→ Assigned task
Nothing in the listing may change. Repeat all of it.

(Dataset content begins)

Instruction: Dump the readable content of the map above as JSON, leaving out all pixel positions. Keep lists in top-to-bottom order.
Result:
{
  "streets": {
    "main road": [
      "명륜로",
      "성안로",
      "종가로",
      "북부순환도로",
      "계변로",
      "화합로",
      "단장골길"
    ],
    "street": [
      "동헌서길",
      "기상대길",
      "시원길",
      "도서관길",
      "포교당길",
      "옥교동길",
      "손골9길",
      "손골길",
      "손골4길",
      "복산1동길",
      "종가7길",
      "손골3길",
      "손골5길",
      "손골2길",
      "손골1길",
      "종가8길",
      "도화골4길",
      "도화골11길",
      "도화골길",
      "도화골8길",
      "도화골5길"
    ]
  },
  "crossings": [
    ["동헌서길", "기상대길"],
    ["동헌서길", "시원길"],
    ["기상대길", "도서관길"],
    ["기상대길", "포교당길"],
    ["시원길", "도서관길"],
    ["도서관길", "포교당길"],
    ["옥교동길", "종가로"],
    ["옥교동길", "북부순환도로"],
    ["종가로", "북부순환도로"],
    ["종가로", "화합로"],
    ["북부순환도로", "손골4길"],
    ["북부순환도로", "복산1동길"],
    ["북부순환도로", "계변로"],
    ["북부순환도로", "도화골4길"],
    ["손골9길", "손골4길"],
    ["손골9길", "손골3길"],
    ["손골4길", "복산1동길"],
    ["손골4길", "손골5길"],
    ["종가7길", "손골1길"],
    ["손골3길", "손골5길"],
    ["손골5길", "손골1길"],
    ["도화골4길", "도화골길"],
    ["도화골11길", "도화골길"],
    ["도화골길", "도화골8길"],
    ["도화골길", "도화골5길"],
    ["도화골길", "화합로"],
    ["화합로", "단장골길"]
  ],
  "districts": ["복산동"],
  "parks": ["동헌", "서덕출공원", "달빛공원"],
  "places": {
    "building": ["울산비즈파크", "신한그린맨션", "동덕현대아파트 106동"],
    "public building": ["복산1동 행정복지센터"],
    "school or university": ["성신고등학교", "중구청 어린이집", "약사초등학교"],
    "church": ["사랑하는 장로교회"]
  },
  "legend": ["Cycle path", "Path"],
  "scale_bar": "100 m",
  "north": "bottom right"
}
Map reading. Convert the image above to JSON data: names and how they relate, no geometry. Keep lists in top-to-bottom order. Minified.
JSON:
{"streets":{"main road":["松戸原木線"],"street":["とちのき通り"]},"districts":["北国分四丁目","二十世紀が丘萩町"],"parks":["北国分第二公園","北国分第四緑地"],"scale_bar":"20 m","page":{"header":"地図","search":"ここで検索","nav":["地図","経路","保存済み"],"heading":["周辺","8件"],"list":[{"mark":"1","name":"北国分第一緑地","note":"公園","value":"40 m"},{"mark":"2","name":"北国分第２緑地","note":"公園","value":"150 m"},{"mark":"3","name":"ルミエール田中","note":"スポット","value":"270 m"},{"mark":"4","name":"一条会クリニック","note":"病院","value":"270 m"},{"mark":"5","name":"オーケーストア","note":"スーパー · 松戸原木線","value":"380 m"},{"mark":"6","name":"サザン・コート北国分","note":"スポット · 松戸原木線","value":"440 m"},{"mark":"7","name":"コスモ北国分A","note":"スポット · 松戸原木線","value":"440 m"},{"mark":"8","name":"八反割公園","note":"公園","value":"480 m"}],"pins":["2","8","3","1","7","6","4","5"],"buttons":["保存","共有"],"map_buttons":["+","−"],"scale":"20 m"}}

(Dataset content ends)

→ Finished exercise
Instruction: Dump the readable content of the map above as JSON, leaving out all pixel positions. Keep lists in top-to-bottom order.
Result:
{
  "streets": {
    "main road": [
      "명륜로",
      "성안로",
      "종가로",
      "북부순환도로",
      "계변로",
      "화합로",
      "단장골길"
    ],
    "street": [
      "동헌서길",
      "기상대길",
      "시원길",
      "도서관길",
      "포교당길",
      "옥교동길",
      "손골9길",
      "손골길",
      "손골4길",
      "복산1동길",
      "종가7길",
      "손골3길",
      "손골5길",
      "손골2길",
      "손골1길",
      "종가8길",
      "도화골4길",
      "도화골11길",
      "도화골길",
      "도화골8길",
      "도화골5길"
    ]
  },
  "crossings": [
    ["동헌서길", "기상대길"],
    ["동헌서길", "시원길"],
    ["기상대길", "도서관길"],
    ["기상대길", "포교당길"],
    ["시원길", "도서관길"],
    ["도서관길", "포교당길"],
    ["옥교동길", "종가로"],
    ["옥교동길", "북부순환도로"],
    ["종가로", "북부순환도로"],
    ["종가로", "화합로"],
    ["북부순환도로", "손골4길"],
    ["북부순환도로", "복산1동길"],
    ["북부순환도로", "계변로"],
    ["북부순환도로", "도화골4길"],
    ["손골9길", "손골4길"],
    ["손골9길", "손골3길"],
    ["손골4길", "복산1동길"],
    ["손골4길", "손골5길"],
    ["종가7길", "손골1길"],
    ["손골3길", "손골5길"],
    ["손골5길", "손골1길"],
    ["도화골4길", "도화골길"],
    ["도화골11길", "도화골길"],
    ["도화골길", "도화골8길"],
    ["도화골길", "도화골5길"],
    ["도화골길", "화합로"],
    ["화합로", "단장골길"]
  ],
  "districts": ["복산동"],
  "parks": ["동헌", "서덕출공원", "달빛공원"],
  "places": {
    "building": ["울산비즈파크", "신한그린맨션", "동덕현대아파트 106동"],
    "public building": ["복산1동 행정복지센터"],
    "school or university": ["성신고등학교", "중구청 어린이집", "약사초등학교"],
    "church": ["사랑하는 장로교회"]
  },
  "legend": ["Cycle path", "Path"],
  "scale_bar": "100 m",
  "north": "bottom right"
}
Map reading. Convert the image above to JSON data: names and how they relate, no geometry. Keep lists in top-to-bottom order. Minified.
JSON:
{"streets":{"main road":["松戸原木線"],"street":["とちのき通り"]},"districts":["北国分四丁目","二十世紀が丘萩町"],"parks":["北国分第二公園","北国分第四緑地"],"scale_bar":"20 m","page":{"header":"地図","search":"ここで検索","nav":["地図","経路","保存済み"],"heading":["周辺","8件"],"list":[{"mark":"1","name":"北国分第一緑地","note":"公園","value":"40 m"},{"mark":"2","name":"北国分第２緑地","note":"公園","value":"150 m"},{"mark":"3","name":"ルミエール田中","note":"スポット","value":"270 m"},{"mark":"4","name":"一条会クリニック","note":"病院","value":"270 m"},{"mark":"5","name":"オーケーストア","note":"スーパー · 松戸原木線","value":"380 m"},{"mark":"6","name":"サザン・コート北国分","note":"スポット · 松戸原木線","value":"440 m"},{"mark":"7","name":"コスモ北国分A","note":"スポット · 松戸原木線","value":"440 m"},{"mark":"8","name":"八反割公園","note":"公園","value":"480 m"}],"pins":["2","8","3","1","7","6","4","5"],"buttons":["保存","共有"],"map_buttons":["+","−"],"scale":"20 m"}}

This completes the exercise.